MIL-ResNet14 poses a reliable architecture to classify OCTA en face images with high intrinsic label noise. However, when using this approach one has to be careful with the training of the network. Common metrics during training, like the instance accuracy, for MIL-ResNet14 0.541, might give false readings if one is unaware that the comparatively low scores are indicative that the MIL assumption holds. Applying and comparing a MIL classification approach to a multi-modal image dataset consisting of OCT/OCTA and FP images would also be of high research interest.

Colored images of the patients used in this study were not available. The comparison of these images or even the incorporation of them into our MIL approach is something that we plan to look into for the continuation of this work.

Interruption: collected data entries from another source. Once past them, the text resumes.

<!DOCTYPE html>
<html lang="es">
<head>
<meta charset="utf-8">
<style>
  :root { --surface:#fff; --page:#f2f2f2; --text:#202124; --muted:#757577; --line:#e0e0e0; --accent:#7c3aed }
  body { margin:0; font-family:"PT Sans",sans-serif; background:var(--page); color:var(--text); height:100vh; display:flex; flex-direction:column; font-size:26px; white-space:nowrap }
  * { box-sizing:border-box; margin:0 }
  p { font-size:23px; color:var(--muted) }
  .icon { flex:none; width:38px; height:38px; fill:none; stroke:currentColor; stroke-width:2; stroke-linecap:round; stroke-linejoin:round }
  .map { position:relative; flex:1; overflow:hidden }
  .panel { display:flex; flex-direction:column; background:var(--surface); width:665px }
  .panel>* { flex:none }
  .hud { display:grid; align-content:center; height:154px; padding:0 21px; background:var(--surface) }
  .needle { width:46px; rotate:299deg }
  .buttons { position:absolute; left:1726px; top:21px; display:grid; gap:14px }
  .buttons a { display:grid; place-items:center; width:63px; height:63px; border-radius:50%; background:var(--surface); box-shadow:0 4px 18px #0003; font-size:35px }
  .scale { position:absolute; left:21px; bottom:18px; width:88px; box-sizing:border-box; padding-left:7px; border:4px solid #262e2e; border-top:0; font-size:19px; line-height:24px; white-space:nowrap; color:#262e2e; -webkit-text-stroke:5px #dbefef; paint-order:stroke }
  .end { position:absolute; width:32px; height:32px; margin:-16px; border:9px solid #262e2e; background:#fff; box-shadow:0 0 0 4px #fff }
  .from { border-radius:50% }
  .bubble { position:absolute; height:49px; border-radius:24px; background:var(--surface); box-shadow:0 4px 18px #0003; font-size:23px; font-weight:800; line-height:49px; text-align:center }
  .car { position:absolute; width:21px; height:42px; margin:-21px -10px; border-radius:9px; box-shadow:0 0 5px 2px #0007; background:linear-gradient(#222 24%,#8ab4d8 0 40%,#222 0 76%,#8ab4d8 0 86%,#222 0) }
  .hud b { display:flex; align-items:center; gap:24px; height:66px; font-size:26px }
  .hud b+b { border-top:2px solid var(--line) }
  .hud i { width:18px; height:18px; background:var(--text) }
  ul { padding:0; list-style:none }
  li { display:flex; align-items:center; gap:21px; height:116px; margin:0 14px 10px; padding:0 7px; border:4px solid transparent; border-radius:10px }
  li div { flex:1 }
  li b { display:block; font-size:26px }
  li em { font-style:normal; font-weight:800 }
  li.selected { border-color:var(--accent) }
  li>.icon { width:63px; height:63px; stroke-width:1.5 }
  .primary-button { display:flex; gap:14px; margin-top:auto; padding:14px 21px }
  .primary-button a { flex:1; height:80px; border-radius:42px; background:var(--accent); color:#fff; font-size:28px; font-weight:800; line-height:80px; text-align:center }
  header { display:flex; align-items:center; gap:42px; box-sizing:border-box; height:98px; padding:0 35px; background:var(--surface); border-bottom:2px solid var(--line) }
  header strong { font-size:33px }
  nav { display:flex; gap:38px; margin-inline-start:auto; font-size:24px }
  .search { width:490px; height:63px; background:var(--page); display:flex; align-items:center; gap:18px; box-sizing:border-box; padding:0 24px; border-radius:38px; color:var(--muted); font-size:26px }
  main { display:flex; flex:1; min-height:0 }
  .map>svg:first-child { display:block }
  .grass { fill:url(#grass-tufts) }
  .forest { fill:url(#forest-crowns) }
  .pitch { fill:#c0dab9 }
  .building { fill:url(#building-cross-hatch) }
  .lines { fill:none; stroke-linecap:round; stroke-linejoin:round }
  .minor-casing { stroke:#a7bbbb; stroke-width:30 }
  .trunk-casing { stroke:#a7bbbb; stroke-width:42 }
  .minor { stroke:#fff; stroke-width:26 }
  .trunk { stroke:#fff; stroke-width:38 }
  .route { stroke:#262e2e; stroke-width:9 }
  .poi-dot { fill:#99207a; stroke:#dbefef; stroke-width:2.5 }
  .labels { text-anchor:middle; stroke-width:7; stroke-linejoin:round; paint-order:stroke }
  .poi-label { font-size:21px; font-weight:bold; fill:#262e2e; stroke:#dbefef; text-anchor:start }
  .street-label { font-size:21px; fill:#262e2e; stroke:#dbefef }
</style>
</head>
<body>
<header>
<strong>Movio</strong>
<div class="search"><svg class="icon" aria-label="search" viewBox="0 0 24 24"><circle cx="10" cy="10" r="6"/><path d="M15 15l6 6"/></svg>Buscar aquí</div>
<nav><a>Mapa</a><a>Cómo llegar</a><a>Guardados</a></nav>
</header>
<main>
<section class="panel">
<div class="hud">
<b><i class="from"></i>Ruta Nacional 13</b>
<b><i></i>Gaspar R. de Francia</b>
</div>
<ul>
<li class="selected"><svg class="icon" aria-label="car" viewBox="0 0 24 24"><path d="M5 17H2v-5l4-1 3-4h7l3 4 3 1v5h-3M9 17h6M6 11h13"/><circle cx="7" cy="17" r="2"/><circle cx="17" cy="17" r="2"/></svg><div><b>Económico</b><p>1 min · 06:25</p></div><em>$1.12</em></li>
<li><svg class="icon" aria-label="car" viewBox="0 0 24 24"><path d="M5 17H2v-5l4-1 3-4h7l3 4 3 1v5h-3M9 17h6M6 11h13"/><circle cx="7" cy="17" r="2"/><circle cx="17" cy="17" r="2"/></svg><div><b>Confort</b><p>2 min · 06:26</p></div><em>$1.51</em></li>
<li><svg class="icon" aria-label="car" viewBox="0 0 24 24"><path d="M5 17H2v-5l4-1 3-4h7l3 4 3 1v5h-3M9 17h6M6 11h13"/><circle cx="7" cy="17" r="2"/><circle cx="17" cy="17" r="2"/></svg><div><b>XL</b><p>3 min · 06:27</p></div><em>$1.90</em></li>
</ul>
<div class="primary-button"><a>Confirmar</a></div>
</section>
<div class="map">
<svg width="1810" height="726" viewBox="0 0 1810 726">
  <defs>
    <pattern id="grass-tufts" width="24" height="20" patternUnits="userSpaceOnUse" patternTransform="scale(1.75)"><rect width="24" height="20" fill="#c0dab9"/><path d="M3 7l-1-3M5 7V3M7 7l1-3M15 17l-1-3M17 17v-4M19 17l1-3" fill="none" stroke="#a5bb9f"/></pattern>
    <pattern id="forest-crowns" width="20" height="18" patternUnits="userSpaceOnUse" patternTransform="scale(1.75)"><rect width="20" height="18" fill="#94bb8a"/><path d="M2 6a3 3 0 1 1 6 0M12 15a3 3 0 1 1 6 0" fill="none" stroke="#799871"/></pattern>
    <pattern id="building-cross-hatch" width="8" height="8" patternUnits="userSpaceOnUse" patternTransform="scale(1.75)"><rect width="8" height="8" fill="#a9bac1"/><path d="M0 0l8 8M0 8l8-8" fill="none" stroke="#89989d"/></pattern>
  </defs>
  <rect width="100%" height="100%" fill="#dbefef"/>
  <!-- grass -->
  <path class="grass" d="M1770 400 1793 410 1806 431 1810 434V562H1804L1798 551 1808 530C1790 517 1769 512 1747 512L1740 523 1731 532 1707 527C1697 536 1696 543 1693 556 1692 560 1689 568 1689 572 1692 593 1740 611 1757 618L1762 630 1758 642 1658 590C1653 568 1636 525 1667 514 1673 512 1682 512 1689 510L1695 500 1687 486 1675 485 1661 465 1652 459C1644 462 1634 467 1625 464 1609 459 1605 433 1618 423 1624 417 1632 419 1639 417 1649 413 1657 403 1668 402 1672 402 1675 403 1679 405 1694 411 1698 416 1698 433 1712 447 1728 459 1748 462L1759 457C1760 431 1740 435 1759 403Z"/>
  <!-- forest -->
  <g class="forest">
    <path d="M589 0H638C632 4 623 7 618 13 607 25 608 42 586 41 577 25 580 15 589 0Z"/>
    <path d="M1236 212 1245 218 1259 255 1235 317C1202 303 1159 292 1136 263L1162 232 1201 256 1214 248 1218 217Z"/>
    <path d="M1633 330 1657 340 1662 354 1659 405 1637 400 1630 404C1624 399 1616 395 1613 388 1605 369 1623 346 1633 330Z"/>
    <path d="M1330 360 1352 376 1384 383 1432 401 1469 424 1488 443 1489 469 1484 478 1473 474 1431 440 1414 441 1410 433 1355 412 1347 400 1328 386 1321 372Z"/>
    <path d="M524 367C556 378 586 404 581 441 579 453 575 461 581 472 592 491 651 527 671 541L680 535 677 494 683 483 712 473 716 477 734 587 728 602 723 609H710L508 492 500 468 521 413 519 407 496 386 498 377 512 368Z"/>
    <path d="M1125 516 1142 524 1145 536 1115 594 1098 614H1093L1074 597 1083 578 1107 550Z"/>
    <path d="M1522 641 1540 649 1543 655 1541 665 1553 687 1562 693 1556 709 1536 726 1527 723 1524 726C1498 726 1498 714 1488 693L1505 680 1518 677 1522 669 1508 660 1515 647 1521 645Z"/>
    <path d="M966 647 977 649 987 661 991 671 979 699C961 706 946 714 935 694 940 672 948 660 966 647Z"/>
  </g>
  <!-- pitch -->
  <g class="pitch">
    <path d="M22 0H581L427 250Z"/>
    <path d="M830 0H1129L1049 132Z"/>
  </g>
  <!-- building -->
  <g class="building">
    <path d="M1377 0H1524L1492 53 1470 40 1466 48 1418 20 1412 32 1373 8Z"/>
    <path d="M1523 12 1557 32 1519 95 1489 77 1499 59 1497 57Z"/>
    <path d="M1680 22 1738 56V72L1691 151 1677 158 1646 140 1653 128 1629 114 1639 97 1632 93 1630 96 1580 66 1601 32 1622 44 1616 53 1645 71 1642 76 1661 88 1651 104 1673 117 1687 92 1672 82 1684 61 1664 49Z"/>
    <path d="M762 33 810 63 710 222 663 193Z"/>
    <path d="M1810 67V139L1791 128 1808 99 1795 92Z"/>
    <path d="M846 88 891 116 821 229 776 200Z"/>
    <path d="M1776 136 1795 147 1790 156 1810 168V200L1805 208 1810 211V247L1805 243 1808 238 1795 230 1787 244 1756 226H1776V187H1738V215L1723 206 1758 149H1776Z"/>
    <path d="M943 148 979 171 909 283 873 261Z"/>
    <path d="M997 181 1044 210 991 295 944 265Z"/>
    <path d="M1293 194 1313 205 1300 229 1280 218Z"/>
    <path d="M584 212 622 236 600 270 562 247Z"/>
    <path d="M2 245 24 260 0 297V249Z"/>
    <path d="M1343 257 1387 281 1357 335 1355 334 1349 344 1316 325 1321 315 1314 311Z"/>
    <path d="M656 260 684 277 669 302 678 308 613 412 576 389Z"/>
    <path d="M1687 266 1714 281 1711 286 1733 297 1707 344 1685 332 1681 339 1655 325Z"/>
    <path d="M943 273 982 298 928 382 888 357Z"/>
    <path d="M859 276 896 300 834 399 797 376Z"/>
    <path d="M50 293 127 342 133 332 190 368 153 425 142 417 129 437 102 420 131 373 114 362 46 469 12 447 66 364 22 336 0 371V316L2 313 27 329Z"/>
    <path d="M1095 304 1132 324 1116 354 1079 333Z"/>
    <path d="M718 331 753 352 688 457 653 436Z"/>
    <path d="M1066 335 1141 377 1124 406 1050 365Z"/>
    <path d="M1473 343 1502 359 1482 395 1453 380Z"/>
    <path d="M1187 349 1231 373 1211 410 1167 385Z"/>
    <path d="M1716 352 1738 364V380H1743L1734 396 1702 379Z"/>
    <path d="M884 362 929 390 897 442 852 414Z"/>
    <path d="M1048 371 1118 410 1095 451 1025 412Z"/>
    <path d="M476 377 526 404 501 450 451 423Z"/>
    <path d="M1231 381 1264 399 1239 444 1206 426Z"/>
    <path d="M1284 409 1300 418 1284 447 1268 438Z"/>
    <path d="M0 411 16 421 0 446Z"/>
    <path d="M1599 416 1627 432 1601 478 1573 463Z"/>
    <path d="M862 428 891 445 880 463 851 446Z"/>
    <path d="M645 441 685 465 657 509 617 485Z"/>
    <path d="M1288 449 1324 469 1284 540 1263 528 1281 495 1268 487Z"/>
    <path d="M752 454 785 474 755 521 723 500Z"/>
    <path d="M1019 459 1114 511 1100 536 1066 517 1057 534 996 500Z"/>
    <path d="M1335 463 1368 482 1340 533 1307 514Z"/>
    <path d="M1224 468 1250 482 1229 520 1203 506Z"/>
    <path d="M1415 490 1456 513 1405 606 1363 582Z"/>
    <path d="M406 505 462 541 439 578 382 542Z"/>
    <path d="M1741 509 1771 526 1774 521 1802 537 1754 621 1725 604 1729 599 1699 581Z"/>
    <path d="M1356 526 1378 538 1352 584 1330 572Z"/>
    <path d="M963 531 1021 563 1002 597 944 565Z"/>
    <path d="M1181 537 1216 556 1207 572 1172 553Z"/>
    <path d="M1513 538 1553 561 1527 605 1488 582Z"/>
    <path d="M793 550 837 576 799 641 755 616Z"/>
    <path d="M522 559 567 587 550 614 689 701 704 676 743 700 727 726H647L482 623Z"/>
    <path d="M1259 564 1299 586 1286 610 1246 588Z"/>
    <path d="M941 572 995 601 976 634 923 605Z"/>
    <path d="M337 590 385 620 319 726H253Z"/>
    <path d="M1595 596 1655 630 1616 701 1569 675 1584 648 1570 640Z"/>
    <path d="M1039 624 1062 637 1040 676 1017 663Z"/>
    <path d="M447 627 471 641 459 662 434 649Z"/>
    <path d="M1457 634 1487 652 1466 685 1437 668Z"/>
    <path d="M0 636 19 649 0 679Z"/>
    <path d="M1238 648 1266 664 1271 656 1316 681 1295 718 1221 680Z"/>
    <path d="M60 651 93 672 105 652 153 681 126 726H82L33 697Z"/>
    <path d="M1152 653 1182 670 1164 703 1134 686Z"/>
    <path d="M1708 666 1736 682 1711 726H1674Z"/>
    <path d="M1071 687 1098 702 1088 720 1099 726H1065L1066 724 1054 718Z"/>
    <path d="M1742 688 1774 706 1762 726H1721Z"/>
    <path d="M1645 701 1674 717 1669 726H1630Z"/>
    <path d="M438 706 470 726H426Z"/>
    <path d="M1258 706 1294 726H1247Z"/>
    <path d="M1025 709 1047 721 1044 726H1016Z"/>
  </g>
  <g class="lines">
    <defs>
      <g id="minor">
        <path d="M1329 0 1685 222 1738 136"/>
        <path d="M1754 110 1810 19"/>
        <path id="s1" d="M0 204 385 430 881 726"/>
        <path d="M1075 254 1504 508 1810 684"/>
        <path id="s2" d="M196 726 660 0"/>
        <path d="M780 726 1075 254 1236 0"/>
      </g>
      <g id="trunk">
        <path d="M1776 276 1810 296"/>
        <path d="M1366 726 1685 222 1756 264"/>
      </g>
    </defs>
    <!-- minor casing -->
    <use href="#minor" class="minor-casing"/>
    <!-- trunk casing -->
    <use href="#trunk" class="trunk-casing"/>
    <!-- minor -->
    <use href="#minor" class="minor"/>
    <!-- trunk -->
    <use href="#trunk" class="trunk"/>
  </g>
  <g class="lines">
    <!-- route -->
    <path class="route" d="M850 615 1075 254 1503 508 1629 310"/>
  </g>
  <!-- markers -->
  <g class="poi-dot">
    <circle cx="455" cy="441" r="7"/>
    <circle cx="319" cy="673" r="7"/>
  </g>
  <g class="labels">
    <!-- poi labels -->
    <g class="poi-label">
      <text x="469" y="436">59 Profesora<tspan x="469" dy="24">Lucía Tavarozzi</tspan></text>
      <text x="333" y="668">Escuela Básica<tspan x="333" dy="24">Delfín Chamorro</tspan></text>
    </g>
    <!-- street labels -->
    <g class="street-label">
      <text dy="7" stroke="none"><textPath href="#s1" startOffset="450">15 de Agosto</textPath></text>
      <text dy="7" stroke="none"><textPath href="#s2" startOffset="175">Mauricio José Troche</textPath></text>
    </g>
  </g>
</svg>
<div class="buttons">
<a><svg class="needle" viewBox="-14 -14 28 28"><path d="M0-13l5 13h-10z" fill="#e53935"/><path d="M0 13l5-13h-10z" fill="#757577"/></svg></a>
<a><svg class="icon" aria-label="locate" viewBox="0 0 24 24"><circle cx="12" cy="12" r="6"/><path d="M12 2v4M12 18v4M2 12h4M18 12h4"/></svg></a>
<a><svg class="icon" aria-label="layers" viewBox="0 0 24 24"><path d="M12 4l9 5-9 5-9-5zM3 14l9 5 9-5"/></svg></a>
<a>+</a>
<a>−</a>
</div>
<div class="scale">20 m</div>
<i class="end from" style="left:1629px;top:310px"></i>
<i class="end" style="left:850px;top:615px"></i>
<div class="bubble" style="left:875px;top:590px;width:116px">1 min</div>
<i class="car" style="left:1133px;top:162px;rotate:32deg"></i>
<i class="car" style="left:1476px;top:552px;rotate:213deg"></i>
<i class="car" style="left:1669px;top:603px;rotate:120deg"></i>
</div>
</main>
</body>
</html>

OCTA allows to visualize small capillaries and therefore allows to detect DR at an earlier stage. However, for more reliable detection of the lesions, the whole 3D data set should be utilized.

Due to not possessing ground truth labeled data of all lesions, we did not quantify whether or not MIL-ResNet14 is capable of highlighting all areas indicating them. The saliency map overlays generated by Grad-CAM could still serve as a rough tool for the localization of anomalies, to help guide a screener’s attention to areas of clinical interest in OCTA en face images. We conclude that our proposed method, MIL-ResNet14, serves as a reliable pre-screening tool for DR, to help untrained personnel to make decisions on the treatment or referral of early-stage DR, and can also serve as a tool to monitor the progression of the disease longitudinally.